After checking with neighbours out front to ensure someone had called 911, he asked if anyone was inside.

“They told me the woman who lived there had come out briefly and then went back inside to find her cat,” Ness said, explaining by then the feline was standing in the doorway and the woman was nowhere to be seen.

That’s when his past training kicked in. Ness entered the front door, sprawled himself out on the floor and began feeling around for the woman while calling out for her.

“I really didn’t think about it, I just did it,” Ness said. “It was just instinctive, I guess.”

“Then I heard a thud and I knew it was her,” he said, adding he figured the woman must be in trouble.

It turned out the “thud” was the woman collapsing because she was overcome by smoke.

“I really couldn’t see anything except an orange glow at the back of the house,” Ness said.

Undaunted, he lunged deeper into the burning home, felt around and somehow managed to find the woman on the floor.

“She was totally unconscious,” Ness recalled, adding he dragged her to safety and then checked to make sure she was breathing.

“I know you’re not suppose to enter a burning building, but once I knew for sure she was in there I had to try to get her out,” Ness said, adding he was in and out in a matter of seconds.

Firefighters arrived on the scene soon after, followed by paramedics, who whisked the woman away to hospital.

Rather than wait around, Ness climbed back into his truck and carried on with his curling game.

“I’m the skip, so I had to be there,” he said, with a chuckle.

Later, after his team had lost the match, Ness said he recounted the tale to his teammates, some of whom wondered why he would risk his life for someone he didn’t even know.

“I told them I’d like to think if it was my wife, or my daughter, that someone would do the same for them,” he said. Ness said the story of Ken Eindboden and his 12-year-old daughter Britney, who perished in a house fire just over a week ago in Toronto’s west end, was also still fresh in his mind. And he would never have forgiven himself he had driven past the fire and then heard the next day that someone had died.

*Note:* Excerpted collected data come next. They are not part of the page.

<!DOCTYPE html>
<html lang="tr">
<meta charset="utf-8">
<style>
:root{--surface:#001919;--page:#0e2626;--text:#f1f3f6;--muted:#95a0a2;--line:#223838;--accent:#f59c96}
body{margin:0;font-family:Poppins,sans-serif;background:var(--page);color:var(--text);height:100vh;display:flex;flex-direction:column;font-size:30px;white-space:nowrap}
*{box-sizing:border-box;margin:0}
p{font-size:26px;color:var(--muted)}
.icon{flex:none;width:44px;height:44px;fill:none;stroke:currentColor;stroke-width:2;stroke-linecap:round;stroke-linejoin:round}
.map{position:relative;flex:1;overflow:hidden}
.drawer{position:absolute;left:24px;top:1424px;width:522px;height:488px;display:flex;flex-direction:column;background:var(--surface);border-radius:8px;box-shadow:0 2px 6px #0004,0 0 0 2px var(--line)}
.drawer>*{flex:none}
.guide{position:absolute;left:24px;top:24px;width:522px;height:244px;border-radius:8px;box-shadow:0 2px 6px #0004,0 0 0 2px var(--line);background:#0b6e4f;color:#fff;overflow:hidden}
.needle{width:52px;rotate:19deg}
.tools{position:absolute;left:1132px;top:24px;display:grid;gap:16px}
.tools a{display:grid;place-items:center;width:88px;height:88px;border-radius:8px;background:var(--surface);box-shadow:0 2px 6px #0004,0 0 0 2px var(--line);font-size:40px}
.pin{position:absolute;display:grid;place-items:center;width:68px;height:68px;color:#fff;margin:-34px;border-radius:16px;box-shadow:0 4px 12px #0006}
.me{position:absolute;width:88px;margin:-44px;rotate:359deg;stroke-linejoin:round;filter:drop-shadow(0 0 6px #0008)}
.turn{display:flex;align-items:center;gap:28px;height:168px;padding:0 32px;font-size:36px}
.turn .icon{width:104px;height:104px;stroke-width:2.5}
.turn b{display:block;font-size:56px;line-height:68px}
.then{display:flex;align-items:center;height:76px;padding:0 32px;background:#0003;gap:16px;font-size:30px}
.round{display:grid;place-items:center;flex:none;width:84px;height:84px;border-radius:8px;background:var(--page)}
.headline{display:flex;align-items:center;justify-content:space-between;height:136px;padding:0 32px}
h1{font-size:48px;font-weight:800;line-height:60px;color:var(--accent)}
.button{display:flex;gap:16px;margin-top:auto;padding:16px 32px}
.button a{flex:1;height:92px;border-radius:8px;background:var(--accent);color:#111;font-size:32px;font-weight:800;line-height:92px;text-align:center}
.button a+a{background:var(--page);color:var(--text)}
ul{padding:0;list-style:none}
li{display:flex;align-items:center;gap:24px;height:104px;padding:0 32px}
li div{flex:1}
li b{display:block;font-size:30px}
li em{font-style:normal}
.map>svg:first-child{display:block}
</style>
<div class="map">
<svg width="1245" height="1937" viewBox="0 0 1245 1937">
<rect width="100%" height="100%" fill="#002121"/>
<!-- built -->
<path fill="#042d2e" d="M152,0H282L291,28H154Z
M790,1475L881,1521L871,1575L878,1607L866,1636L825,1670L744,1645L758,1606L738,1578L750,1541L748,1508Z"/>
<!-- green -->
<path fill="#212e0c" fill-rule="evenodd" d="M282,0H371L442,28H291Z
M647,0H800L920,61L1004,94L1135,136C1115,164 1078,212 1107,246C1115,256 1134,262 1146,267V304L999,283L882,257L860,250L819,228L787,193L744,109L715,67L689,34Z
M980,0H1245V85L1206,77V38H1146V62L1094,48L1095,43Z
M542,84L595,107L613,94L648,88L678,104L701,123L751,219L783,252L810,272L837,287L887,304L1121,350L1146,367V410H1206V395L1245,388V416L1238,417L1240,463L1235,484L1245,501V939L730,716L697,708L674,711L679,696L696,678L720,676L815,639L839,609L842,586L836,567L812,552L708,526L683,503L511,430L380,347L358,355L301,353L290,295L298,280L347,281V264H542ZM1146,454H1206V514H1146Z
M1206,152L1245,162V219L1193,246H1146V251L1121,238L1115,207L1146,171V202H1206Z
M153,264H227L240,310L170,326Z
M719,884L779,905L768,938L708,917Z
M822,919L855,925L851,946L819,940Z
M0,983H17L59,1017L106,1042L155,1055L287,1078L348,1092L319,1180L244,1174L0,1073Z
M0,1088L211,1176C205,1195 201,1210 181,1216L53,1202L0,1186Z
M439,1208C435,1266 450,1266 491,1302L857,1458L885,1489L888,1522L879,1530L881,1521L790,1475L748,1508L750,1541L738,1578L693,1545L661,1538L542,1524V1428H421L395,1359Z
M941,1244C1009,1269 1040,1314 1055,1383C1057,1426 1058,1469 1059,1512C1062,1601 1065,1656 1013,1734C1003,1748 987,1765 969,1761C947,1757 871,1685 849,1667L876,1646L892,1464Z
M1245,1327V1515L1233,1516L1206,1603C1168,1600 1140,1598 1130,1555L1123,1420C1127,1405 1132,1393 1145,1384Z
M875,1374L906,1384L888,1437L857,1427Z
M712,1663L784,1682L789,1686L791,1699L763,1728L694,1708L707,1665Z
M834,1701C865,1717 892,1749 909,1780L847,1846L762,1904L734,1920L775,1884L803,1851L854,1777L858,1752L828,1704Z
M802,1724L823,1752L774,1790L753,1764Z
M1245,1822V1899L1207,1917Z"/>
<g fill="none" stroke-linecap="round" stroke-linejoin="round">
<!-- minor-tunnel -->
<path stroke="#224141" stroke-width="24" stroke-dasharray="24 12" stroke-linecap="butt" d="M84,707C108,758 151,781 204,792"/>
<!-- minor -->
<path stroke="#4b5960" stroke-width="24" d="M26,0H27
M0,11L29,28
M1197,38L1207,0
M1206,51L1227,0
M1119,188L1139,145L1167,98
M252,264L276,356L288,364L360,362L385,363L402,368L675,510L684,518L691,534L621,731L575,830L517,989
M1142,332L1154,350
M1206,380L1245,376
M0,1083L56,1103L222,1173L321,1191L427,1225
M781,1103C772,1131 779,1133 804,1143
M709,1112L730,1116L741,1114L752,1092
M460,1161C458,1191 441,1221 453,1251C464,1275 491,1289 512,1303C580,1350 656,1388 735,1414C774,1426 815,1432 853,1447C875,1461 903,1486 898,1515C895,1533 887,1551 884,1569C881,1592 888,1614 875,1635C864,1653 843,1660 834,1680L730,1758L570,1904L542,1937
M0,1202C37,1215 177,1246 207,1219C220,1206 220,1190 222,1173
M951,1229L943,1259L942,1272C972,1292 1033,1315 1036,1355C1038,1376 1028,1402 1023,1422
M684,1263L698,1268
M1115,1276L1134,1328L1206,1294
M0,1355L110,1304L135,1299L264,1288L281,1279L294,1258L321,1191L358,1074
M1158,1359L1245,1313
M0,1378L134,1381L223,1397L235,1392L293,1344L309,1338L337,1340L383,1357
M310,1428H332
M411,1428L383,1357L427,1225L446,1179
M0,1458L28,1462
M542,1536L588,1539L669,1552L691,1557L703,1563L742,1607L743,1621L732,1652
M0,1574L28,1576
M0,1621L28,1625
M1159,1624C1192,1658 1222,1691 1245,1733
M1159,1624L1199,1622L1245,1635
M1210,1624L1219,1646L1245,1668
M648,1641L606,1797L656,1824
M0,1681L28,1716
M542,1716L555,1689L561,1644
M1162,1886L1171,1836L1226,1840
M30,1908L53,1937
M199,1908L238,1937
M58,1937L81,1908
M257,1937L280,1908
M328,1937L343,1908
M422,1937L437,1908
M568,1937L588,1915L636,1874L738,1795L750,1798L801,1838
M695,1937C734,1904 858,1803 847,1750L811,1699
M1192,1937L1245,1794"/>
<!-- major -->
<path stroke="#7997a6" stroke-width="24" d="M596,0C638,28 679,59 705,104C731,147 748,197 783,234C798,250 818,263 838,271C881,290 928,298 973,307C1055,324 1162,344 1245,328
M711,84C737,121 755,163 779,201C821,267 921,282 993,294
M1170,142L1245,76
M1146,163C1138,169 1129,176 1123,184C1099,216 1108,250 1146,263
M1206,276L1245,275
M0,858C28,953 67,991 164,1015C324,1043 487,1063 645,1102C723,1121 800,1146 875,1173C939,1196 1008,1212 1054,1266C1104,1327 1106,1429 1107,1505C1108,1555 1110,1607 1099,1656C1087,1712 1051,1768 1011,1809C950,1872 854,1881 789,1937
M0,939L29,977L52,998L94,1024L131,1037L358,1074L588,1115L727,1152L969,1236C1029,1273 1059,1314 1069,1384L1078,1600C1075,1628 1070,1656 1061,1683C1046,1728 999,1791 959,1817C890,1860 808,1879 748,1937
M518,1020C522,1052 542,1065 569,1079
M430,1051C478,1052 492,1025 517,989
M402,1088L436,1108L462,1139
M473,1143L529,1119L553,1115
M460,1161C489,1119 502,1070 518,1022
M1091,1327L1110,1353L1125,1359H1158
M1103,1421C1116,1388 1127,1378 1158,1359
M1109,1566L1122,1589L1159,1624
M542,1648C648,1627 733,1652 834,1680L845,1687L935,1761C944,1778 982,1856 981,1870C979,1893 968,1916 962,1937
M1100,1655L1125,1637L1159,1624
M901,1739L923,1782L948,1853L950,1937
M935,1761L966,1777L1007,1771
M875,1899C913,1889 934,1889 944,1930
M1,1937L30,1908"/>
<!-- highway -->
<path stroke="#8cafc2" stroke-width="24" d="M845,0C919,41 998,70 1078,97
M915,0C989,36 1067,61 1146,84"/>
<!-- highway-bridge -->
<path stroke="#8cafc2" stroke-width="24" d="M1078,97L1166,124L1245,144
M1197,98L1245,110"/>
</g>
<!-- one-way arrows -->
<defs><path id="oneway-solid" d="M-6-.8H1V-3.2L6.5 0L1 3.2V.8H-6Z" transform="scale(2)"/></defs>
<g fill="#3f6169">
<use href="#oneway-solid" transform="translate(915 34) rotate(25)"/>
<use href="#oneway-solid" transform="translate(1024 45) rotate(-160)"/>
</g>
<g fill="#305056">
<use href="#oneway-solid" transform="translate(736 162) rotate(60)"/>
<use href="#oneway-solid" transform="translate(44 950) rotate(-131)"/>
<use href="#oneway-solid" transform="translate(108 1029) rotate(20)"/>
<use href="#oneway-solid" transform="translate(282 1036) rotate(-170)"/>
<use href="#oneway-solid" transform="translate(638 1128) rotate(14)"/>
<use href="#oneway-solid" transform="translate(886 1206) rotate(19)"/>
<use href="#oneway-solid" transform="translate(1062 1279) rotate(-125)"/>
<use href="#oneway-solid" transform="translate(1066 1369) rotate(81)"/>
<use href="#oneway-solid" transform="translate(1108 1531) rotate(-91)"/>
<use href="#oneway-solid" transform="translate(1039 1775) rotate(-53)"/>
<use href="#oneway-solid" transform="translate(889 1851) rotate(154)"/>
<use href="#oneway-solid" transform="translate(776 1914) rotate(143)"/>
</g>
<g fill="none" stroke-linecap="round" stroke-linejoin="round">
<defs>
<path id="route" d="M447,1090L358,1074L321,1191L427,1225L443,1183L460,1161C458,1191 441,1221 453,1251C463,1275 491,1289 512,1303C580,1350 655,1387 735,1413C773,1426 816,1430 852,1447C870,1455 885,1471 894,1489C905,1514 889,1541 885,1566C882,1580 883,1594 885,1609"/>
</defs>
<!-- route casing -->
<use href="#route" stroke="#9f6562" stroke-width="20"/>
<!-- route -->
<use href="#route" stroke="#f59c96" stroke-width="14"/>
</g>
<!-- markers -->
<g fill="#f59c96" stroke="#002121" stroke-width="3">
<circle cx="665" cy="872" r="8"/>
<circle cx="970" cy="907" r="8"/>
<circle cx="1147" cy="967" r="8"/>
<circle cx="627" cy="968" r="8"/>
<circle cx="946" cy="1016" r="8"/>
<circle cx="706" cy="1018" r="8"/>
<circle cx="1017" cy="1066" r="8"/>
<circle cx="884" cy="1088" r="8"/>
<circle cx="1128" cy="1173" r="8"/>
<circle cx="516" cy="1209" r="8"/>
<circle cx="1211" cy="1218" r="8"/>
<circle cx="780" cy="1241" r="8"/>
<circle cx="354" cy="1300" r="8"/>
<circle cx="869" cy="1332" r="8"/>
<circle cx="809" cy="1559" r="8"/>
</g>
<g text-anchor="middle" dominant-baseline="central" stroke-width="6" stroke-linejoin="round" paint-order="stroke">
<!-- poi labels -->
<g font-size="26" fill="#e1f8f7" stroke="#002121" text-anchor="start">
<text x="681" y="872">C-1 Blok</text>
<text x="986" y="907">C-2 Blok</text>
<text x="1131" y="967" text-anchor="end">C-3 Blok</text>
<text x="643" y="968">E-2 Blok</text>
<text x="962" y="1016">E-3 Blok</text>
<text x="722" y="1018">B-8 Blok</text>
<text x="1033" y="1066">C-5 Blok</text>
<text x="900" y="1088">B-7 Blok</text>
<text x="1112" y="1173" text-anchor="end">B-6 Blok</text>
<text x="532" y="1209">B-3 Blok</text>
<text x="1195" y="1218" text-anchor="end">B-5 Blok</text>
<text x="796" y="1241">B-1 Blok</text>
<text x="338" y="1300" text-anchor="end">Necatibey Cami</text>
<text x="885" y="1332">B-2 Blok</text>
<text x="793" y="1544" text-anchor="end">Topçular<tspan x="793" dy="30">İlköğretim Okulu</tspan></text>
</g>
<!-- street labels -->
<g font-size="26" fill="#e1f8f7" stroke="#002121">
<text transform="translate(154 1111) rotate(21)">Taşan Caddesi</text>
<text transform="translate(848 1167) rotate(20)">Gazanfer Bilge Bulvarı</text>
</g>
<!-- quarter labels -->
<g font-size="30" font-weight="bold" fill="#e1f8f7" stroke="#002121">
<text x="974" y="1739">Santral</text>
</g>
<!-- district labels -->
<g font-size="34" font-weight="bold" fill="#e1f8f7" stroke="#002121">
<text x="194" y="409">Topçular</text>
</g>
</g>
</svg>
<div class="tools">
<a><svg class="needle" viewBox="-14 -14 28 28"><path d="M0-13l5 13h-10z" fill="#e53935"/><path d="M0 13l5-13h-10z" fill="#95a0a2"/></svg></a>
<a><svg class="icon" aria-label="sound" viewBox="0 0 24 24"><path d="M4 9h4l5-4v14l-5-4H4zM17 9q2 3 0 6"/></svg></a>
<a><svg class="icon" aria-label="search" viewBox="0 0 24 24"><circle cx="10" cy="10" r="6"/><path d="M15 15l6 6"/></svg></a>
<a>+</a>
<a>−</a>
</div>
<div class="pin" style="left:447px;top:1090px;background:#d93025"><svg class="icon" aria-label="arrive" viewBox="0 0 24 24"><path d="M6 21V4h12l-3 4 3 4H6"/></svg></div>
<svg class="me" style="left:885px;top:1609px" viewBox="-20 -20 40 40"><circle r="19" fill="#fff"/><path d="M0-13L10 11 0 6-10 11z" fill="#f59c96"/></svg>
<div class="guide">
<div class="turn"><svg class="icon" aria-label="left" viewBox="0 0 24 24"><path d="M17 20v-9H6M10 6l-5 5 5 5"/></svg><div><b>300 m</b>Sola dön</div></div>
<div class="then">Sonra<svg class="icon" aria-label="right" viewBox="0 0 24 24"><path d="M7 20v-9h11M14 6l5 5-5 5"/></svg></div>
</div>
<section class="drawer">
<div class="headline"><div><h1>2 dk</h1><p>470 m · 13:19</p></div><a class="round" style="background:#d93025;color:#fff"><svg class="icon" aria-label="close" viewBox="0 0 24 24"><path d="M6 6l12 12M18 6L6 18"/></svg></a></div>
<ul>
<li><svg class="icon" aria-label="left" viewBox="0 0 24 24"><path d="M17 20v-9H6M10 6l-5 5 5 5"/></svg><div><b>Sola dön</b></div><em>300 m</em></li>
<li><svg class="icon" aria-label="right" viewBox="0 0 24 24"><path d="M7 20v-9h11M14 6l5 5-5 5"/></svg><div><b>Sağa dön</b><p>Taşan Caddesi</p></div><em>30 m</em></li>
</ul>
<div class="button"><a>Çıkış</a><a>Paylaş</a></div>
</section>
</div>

Shawna Coulter, Whitby Fire Services Public Education Officer, said the woman spent the night in hospital and is expected to be fine.

The blaze, believed to be an electrical fire that started in a jacuzzi, caused nearly $300,000 damage, she said.

Coulter also applauded Ness’s heroism and said he’ll be recognized by the local fire department and recommended for a provincial citation.